How to pay for home health care
Unless a person has reached the point where they require 24-hour care, most people would prefer to stay in their own homes and maintain a certain amount of independence. For many, being able to pay for home health care can be problematic. Home health care can be prohibitively expensive and Medicare does not cover the cost. You and your family have to come up with a viable way to pay for home health care. You should consider all viable funding options. Some options may be better than others.
Sell your Life Insurance Policy through a Medicaid Life Settlement
One often overlooked asset that can be an ideal source of money to pay for home health care is your life insurance policy. Did you know that a life settlement broker can help sell your life insurance policy through a medicaid life settlement for an amount substantially above its cash value or even when there is no cash value? You can then use the life settlement funds to pay for home health care or anything else you want or need.
Other options to pay for home health care
Use your Savings
If you are fortunate enough to have a large bank account, you can pay for a home health care provider out of your savings. While this could be a viable solution, it does have the consequence of lowering your net worth, which may or may not be important to you. The longer you need home health care, the more you will draw down your savings.
Suppose you invested the majority of your assets in an annuity to provide a regular stream of income for the rest of your life. That income may be enough to pay your regular monthly expenses, but not enough to hire someone to come to your house 20 hours per week and take care of you.

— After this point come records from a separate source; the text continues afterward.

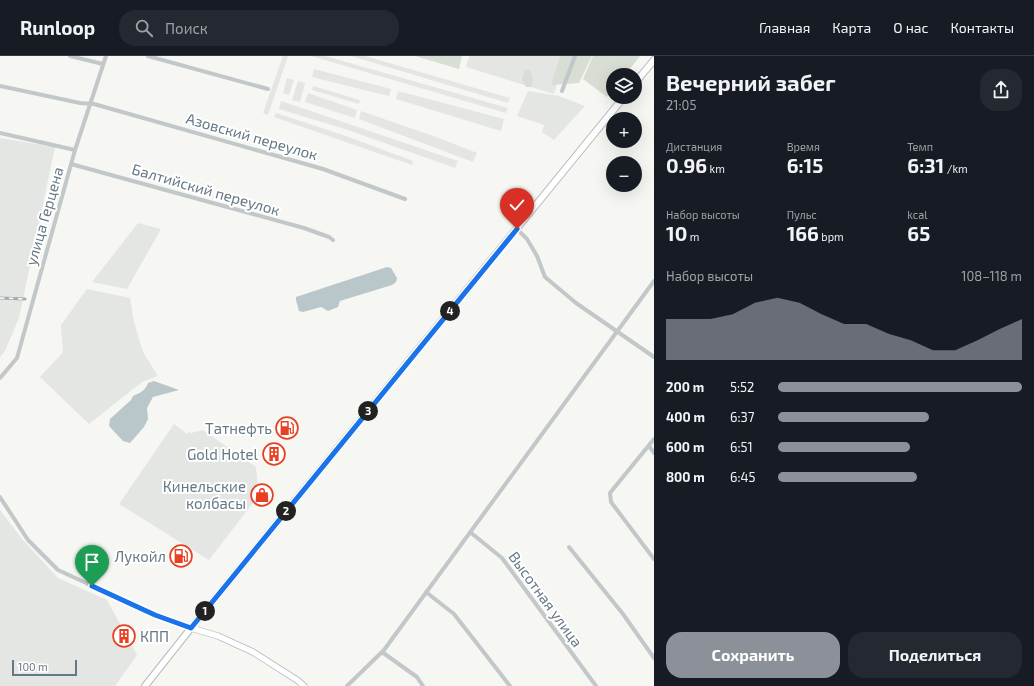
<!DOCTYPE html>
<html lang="ru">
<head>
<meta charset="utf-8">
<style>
  :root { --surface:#171b24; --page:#242831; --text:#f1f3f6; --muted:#9ea1a6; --line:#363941; --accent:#8c9099 }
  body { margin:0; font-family:"Exo 2",sans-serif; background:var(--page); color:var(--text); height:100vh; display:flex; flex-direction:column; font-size:15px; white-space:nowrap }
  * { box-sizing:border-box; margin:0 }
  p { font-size:13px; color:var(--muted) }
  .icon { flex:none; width:22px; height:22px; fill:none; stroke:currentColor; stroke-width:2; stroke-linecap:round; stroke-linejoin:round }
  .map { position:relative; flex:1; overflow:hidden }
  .sheet { display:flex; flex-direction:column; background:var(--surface); width:380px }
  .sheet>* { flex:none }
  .controls { position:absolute; left:606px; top:12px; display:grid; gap:8px }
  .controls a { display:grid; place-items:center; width:36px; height:36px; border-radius:50%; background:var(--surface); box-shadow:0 4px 16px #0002; font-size:20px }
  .scale { position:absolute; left:12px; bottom:10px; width:65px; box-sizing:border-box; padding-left:4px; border:2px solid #657985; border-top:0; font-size:11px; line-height:14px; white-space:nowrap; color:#657985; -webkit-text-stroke:3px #fff; paint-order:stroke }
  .pin { position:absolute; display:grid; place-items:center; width:34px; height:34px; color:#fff; margin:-41px -17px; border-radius:50% 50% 50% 0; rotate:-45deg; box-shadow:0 0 4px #0007 }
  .pin .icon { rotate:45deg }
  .km { position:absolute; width:20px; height:20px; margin:-10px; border-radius:50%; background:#222; color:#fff; font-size:11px; line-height:20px; text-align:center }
  .round { display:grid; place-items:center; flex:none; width:42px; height:42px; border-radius:16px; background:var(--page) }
  .overview { display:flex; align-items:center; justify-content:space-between; height:68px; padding:0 12px }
  h1 { font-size:22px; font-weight:700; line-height:30px }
  .stats { display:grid; grid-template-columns:repeat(3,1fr); gap:6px; height:68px; padding:4px 12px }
  .stats div { display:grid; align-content:center }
  .stats b { font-size:20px; font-weight:700 }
  .stats small { font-size:11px; font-weight:400 }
  .stats p { font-size:11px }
  .chart { height:112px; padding:8px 12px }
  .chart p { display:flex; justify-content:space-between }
  .chart svg { width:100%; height:72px; margin-top:4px; fill:var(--accent); opacity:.7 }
  .cta { display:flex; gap:8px; margin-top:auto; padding:8px 12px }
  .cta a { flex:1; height:46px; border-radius:16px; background:var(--accent); color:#fff; font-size:16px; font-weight:700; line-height:46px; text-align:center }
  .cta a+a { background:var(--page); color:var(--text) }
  ul { padding:0 12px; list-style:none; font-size:13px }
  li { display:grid; grid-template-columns:64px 48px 1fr; align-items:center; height:30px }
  li i { height:10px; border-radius:5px; background:var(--accent) }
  header { display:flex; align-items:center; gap:24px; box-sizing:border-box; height:56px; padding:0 20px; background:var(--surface); border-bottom:1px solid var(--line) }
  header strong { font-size:19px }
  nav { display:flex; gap:22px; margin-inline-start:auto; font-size:14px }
  .search { width:280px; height:36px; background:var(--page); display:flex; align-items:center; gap:10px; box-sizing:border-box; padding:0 14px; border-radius:16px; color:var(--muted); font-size:15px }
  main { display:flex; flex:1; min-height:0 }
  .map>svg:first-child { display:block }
</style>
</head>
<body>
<header>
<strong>Runloop</strong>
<div class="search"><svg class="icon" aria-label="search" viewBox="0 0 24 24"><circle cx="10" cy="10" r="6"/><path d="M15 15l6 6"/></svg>Поиск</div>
<nav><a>Главная</a><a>Карта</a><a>О нас</a><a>Контакты</a></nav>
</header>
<main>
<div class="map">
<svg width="654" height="630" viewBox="0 0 654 630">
  <rect width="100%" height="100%" fill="#f6f6f3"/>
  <!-- built -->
  <path fill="#e4e6e4" d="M283,0H288L268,59L263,57Z
    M311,0H325L508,52L506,57Z
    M351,0H365L510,42L508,47Z
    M469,0H565L554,38L466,11Z
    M314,13L391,33L389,40L312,21Z
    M287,22L294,24L289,39L283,37Z
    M298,25L305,27L300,46L292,44Z
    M313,30L360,44L359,48L312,34Z
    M398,35L504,63L501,75L396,43Z
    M528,35L559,40L585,50L554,84L542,76L544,69L517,60Z
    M308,37L357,54L355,62L305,46Z
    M281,45L458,105L455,112L348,74L279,53Z
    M361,55L436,81L477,97L473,106L359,63Z
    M276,57L346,80L413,105L412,109L274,61Z
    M0,82L55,91L19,262L5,295L0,301Z
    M138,167L161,173L127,233L92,226Z
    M87,233L130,242L134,266L143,296L158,320L142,326L89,368L40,321L63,296L61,269Z
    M174,368L187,378L189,376L191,377L203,374L256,411L258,433L255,436L259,439L209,504L119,448Z
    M0,454L22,483L58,522L107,544L137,599L115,630H0Z"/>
  <!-- green -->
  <path fill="#d8ded4" d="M415,0H462L459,13Z
    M560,0H592L579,27L551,29Z
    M593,0H640L625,19H613V34L607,41L583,23Z
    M525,14H530L533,22L532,31H526L522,23Z"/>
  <!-- water -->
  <path fill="#b9c7ca" d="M387,211L391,212L397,222L396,226L392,229L340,245L338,251L328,255L321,251L303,256L299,255L296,244V241Z
    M154,325L179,334L153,341L147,352L148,363L144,371L130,387L123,385L109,370L110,363L131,344L133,340C140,337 146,334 148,327Z"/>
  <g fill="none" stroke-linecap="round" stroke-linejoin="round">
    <!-- secondary casing -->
    <g stroke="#b4babe" stroke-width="7">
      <path id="secondary" d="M191,572L218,580L253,596L297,624L304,630"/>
    </g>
    <!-- primary casing -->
    <g stroke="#b5babd" stroke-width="8">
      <path id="primary" d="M635,27L654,4
        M145,630L191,572L624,41"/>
    </g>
    <!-- street -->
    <path stroke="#c2c7c9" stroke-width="4" d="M70,0L103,8
      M148,0L268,33
      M0,30L80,47L94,48L323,113L405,143
      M562,35L575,0
      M0,77L75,94
      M71,108L304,172L329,181L333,184
      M517,173L527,183L537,200L545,221L576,247L654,301
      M0,322L17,302L75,94L106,0
      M654,383L614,432L610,437L611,446L654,503
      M649,390L654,397
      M0,441L28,484L58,514L155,559L191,572
      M470,476L502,502L596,630
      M569,491L623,558L654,602
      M426,536L454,558L510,630
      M382,596L417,621L423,630
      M347,630L384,594L654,225"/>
    <!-- secondary -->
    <use href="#secondary" stroke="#fff" stroke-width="5.5"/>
    <!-- primary -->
    <use href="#primary" stroke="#fff" stroke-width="6"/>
    <!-- rail casing -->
    <g stroke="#a2aaaf" stroke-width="3">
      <path id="rail" d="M0,242L25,243"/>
    </g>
    <!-- rail -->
    <use href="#rail" stroke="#fff" stroke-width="1.5" stroke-dasharray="4.5" stroke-linecap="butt"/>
  </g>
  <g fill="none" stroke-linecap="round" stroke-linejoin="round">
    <!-- route casing -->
    <g stroke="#fff" stroke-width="8">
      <path id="route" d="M92,530L155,559L191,572L517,173"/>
    </g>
    <!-- route -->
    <use href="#route" stroke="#1a73e8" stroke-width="5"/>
  </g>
  <!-- icons -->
  <defs>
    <g id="fuel-ring" transform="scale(1.15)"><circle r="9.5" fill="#fff" stroke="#e74122" stroke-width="1.5"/><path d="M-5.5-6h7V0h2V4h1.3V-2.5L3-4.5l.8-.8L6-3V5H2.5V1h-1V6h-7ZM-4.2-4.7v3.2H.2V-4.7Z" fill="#e74122"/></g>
    <g id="building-ring" transform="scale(1.15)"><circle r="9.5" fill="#fff" stroke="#e74122" stroke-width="1.5"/><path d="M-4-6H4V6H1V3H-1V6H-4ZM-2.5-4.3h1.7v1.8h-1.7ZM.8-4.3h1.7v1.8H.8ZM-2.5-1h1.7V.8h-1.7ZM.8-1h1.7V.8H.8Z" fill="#e74122"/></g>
    <g id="shop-ring" transform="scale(1.15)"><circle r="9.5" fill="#fff" stroke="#e74122" stroke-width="1.5"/><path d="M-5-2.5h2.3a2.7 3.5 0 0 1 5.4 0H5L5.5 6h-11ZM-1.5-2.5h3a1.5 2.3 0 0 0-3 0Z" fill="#e74122"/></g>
  </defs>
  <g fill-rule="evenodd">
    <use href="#fuel-ring" x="287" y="372"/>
    <use href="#building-ring" x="274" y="398"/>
    <use href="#shop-ring" x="262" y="439"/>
    <use href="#fuel-ring" x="181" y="500"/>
    <use href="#building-ring" x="124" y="580"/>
  </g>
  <g text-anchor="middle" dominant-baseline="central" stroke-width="4" stroke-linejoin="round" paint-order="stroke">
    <!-- street labels -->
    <g font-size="15" fill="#657985" stroke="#fff">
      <text transform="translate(252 80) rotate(16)">Азовский переулок</text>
      <text transform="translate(206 133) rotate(16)">Балтийский переулок</text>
      <text transform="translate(44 160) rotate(-74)">улица Герцена</text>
      <text transform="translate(546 543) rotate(54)">Высотная улица</text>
    </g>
    <!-- poi labels -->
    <g font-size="15" fill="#657985" stroke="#fff" text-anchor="end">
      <text x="272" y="372">Татнефть</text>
      <text x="258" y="398">Gold Hotel</text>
      <text x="246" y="430">Кинельские<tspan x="246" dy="17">колбасы</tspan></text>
      <text x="166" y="500">Лукойл</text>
      <text x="140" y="580" text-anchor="start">КПП</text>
    </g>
  </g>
</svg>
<div class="controls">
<a><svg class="icon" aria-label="layers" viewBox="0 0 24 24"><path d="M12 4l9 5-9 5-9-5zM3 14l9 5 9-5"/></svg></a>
<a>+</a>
<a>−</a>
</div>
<div class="scale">100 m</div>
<div class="pin" style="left:92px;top:530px;background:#1e9e55"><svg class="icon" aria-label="arrive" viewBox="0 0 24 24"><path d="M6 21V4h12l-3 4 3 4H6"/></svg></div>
<div class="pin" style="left:517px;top:173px;background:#d93025"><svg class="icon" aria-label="check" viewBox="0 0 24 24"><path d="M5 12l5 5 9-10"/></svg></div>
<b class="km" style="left:205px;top:555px">1</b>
<b class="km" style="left:286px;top:455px">2</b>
<b class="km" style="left:368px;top:355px">3</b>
<b class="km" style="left:450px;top:255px">4</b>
</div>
<section class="sheet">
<div class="overview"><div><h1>Вечерний забег</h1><p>21:05</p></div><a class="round"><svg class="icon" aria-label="share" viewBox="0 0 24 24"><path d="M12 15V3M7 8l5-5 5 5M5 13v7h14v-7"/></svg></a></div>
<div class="stats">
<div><p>Дистанция</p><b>0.96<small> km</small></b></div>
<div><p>Время</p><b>6:15</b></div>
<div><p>Темп</p><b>6:31<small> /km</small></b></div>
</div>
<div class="stats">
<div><p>Набор высоты</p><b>10<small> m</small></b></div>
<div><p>Пульс</p><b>166<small> bpm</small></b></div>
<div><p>kcal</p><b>65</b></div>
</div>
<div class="chart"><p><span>Набор высоты</span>108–118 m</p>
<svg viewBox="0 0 160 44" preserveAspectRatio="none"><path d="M0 44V19L10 19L20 19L30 16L40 9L50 6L60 9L70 16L80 22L90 22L100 28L110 32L120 38L130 38L140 32L150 25L160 19V44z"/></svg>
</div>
<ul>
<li><b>200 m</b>5:52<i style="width:100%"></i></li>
<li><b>400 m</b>6:37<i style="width:62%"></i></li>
<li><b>600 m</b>6:51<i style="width:54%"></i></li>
<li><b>800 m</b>6:45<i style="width:57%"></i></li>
</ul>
<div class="cta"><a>Сохранить</a><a>Поделиться</a></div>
</section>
</main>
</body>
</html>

If you have siblings, children, or grandchildren, they may be able to help you out. Even though you know your family will do their best to help, you probably do not want to place the financial burden on them.
If you own your house outright or have a substantial amount of equity in it, you may be able to access money by doing a reverse mortgage. While the best features include getting access to the money locked-up in your house and being able to stay in your home indefinitely, there are other things that are not so attractive. You’ll pay high transaction costs and your estate will be worth less when it is eventually passed on to your beneficiaries.
Give up Life’s Little Luxuries
In order to pay for home health care you may have to make some sacrifices that may make life not as comfortable as it could be. Is it worth turning the thermostat up to 78 degrees on a hot summer day? Are you willing to give up the occasional dinner at a nice restaurant, or cable, or the internet?